(Collected data)
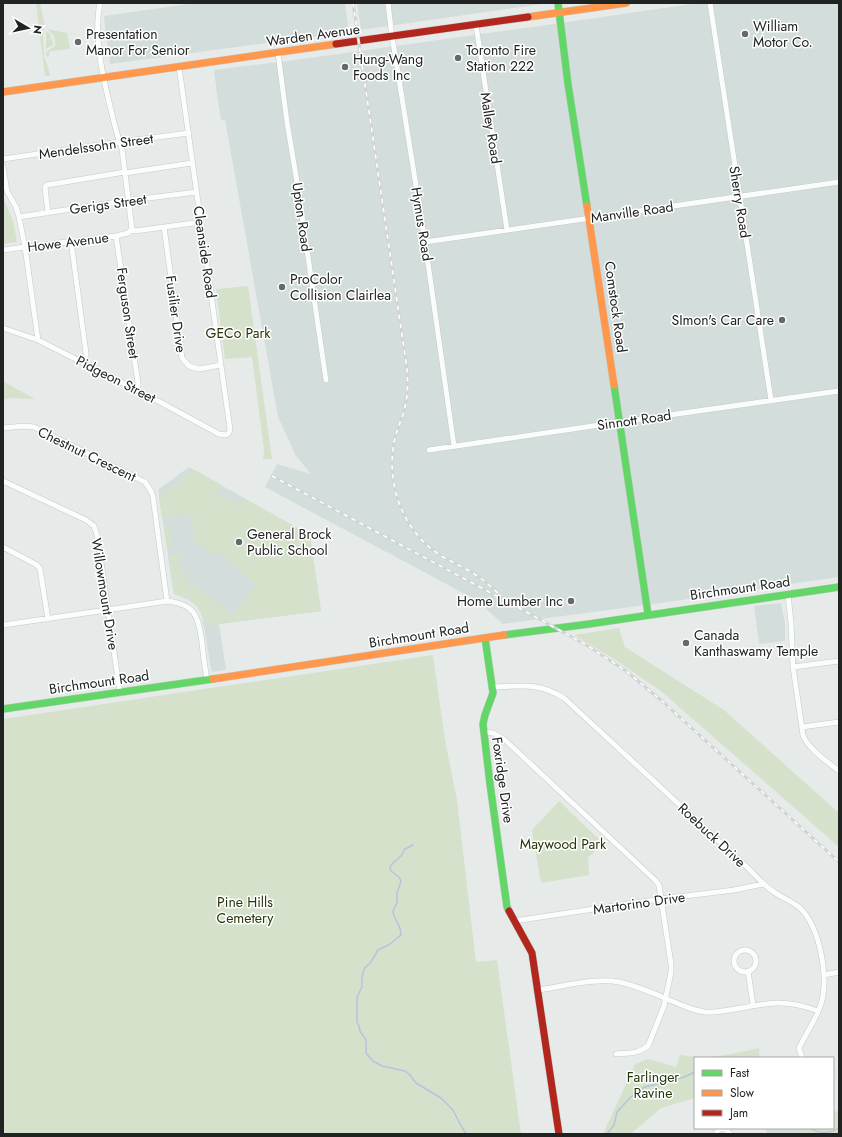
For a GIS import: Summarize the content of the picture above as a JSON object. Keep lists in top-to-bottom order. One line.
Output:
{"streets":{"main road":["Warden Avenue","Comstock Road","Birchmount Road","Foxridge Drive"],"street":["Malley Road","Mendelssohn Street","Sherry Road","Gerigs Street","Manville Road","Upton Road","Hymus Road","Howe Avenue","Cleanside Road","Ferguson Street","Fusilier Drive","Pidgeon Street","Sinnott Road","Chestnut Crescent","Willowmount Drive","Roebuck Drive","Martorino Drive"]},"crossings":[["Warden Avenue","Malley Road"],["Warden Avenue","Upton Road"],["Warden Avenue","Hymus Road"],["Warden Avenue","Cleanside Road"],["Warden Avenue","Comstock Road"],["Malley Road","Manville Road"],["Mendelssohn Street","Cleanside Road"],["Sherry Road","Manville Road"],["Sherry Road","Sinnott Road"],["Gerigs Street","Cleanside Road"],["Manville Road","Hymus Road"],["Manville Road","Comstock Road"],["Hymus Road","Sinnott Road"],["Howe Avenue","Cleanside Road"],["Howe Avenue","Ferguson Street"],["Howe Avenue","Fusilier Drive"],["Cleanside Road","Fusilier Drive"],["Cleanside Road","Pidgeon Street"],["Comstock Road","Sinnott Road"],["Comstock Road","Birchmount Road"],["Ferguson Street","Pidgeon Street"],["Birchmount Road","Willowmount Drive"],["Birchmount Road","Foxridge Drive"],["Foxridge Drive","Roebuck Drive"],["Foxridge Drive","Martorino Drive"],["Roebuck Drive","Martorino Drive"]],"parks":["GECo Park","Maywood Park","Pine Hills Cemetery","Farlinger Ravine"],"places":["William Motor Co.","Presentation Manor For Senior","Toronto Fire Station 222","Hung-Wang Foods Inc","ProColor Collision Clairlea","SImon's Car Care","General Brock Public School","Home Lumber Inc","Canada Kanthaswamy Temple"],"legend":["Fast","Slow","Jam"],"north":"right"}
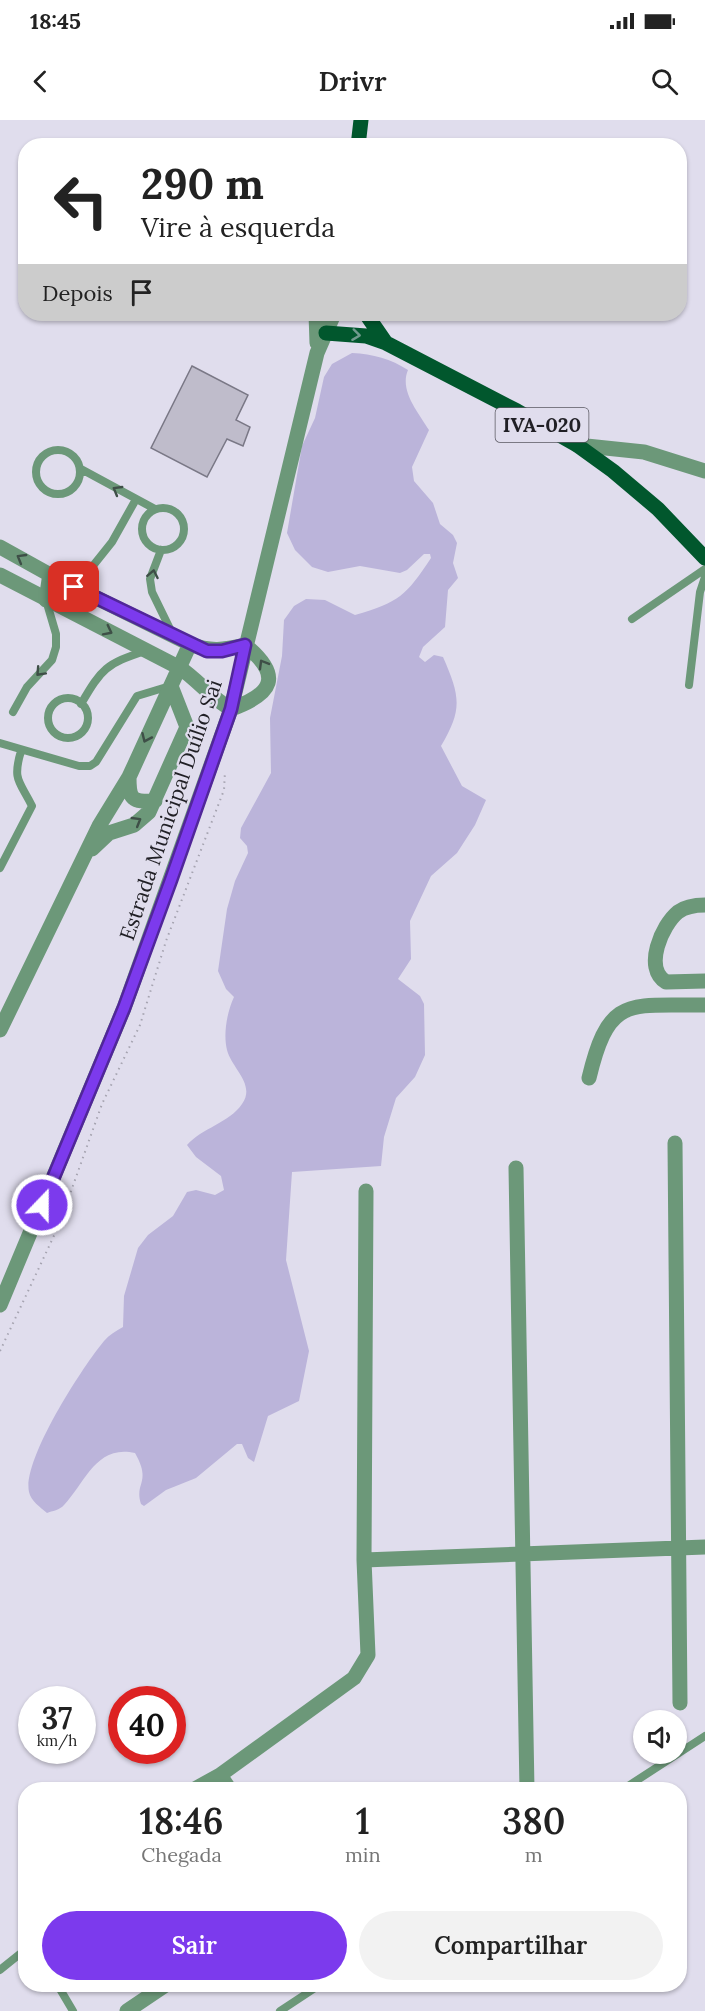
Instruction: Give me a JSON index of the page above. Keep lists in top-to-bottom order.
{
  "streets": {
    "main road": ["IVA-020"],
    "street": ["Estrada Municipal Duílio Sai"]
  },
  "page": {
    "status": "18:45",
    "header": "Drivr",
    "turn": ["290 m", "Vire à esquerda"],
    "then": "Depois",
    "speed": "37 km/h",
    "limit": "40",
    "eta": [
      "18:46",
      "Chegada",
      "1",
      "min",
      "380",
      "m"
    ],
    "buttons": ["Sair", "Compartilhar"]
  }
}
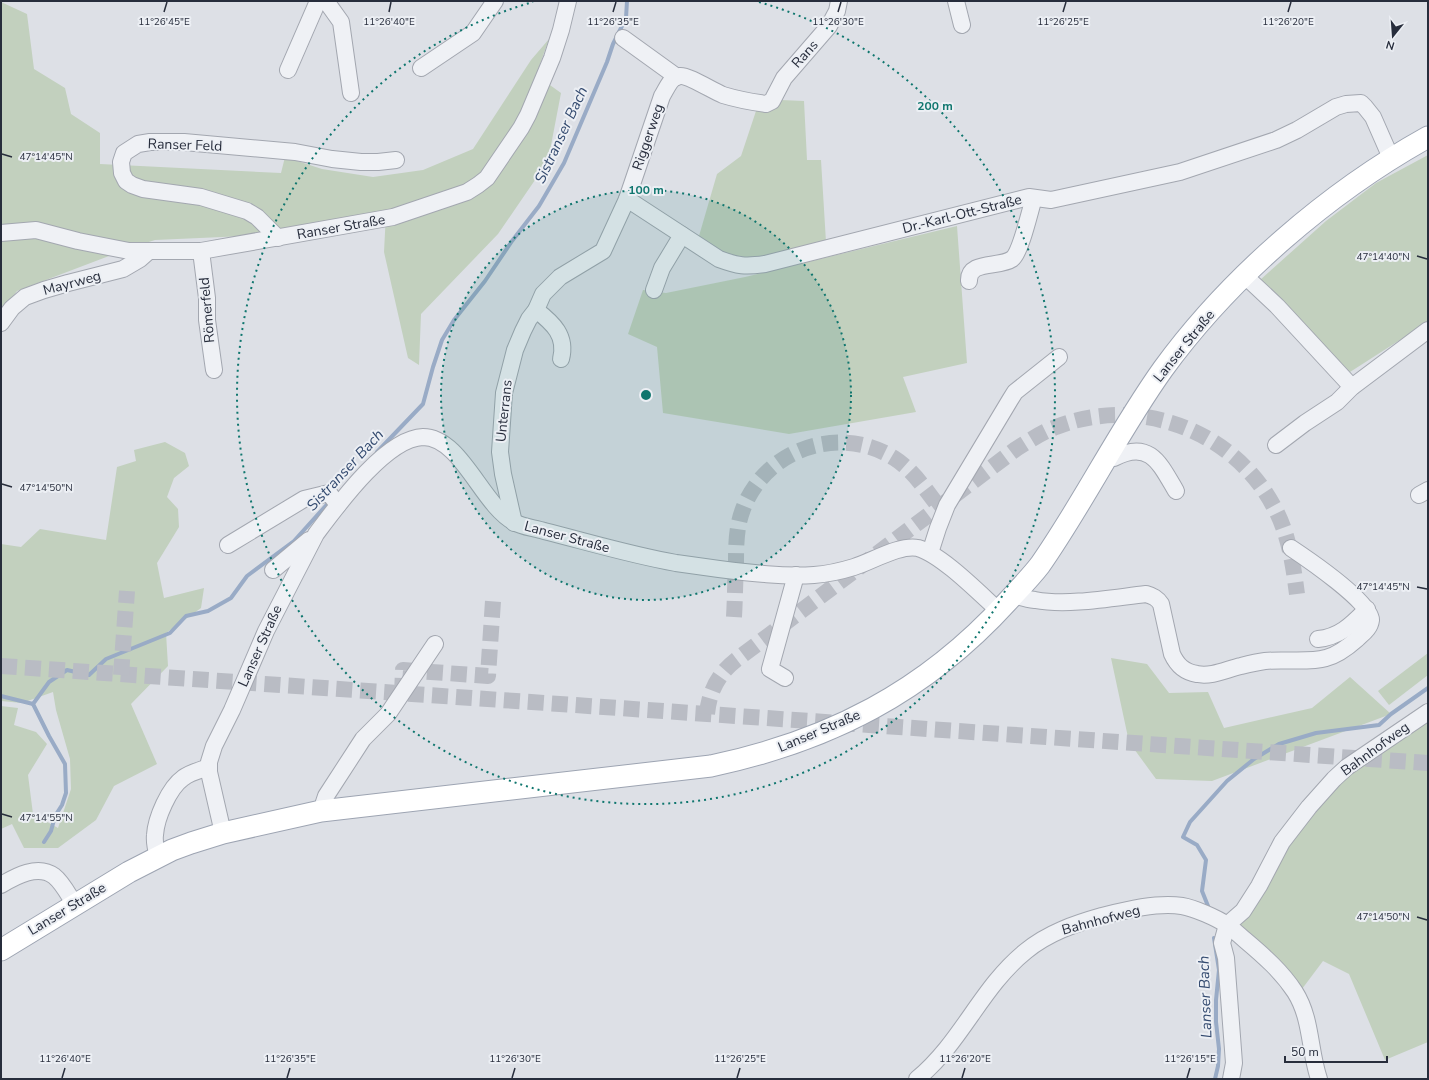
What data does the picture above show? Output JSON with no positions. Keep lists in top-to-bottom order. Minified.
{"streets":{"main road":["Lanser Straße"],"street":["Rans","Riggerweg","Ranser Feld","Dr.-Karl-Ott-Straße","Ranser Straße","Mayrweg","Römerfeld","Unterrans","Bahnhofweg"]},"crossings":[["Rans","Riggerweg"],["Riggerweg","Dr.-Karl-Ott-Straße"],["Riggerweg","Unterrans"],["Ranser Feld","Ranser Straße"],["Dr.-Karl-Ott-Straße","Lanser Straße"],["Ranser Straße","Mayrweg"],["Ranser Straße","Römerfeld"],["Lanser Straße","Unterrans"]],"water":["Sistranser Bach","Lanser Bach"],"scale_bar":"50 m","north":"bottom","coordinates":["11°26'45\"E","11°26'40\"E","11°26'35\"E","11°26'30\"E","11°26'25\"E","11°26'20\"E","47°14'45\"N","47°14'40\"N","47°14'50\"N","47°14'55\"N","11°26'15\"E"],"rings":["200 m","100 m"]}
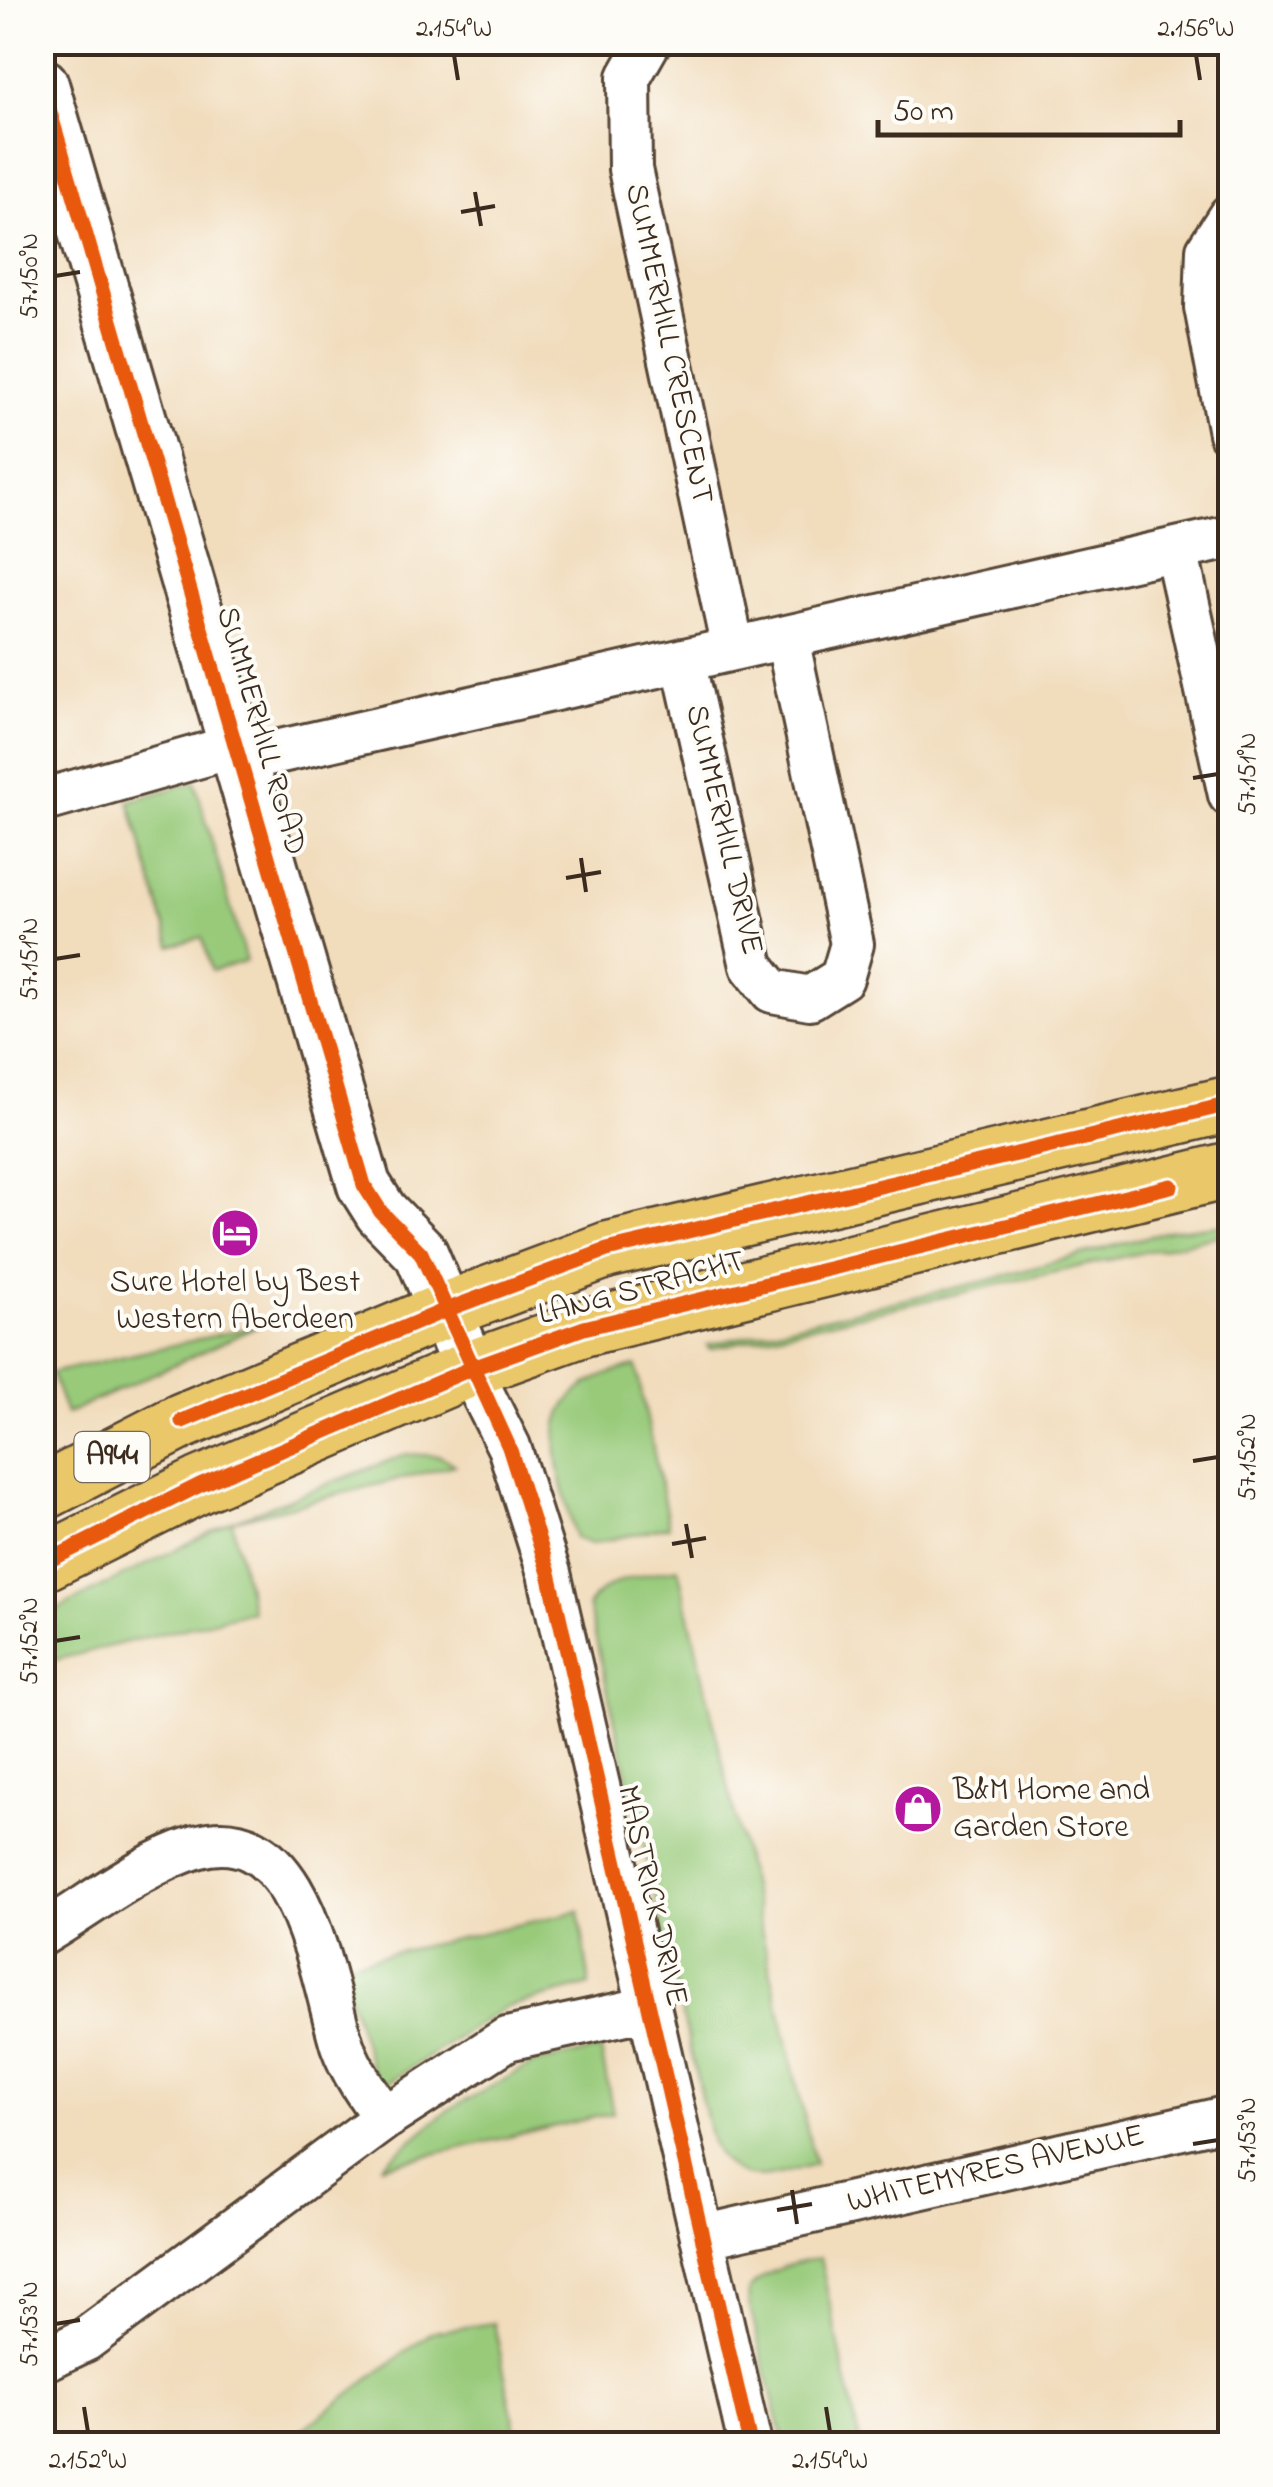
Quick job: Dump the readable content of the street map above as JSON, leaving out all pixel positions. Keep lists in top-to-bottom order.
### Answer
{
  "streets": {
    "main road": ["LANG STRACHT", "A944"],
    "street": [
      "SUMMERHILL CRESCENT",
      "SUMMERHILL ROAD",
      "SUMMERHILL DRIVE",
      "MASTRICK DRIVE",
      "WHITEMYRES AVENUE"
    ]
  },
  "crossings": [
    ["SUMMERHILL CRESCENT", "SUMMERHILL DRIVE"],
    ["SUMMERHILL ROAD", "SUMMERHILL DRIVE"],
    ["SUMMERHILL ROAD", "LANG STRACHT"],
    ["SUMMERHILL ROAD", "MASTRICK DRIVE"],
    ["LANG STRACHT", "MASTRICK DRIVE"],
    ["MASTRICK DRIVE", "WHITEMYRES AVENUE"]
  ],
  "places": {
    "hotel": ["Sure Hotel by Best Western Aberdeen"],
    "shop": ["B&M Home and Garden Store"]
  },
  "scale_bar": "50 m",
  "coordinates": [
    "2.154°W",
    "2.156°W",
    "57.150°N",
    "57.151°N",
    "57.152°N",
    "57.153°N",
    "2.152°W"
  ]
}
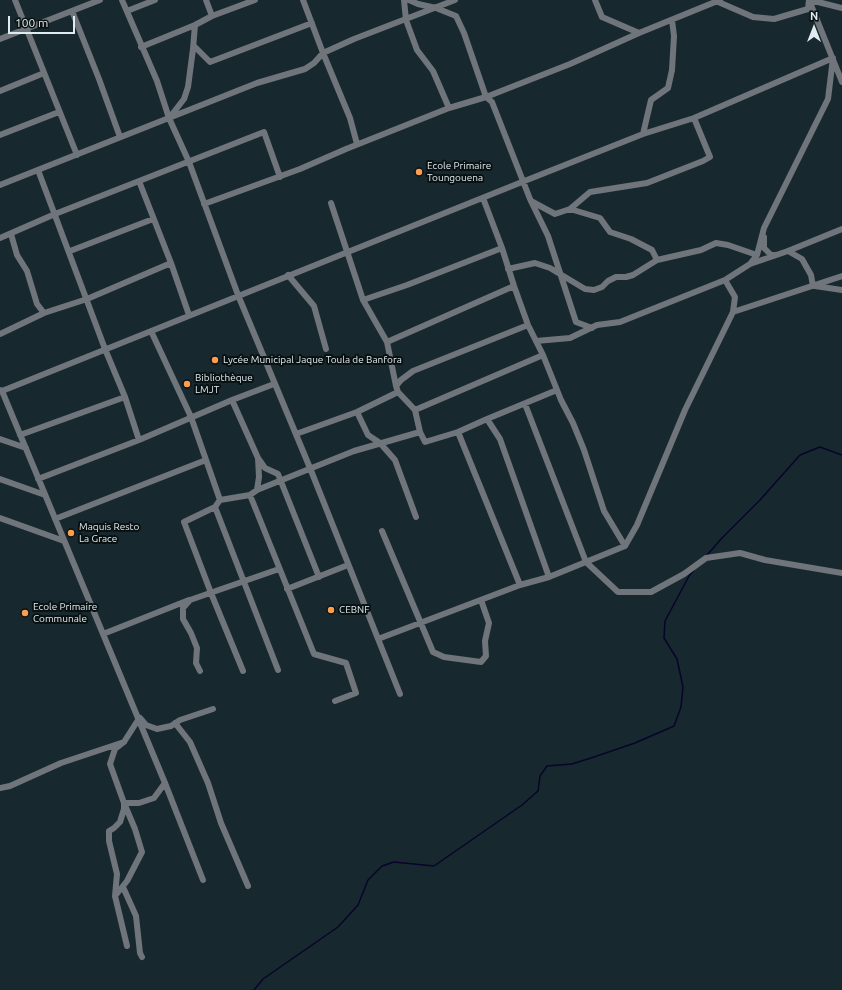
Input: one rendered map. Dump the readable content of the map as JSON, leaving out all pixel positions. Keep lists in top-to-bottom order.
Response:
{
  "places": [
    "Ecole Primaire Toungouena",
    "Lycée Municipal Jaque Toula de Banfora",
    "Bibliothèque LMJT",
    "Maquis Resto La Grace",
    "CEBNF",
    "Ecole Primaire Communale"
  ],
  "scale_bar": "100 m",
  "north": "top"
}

▶ **Work required**
Look through the data above. Copy every line with the string "content" in it.

▶ **Response below**
For a GIS import: Summarize the content of the picture above as a JSON object. Keep lists in top-to-bottom order. One line.
Quick job: Dump the readable content of the street map above as JSON, leaving out all pixel positions. Keep lists in top-to-bottom order.
Input: one rendered map. Dump the readable content of the map as JSON, leaving out all pixel positions. Keep lists in top-to-bottom order.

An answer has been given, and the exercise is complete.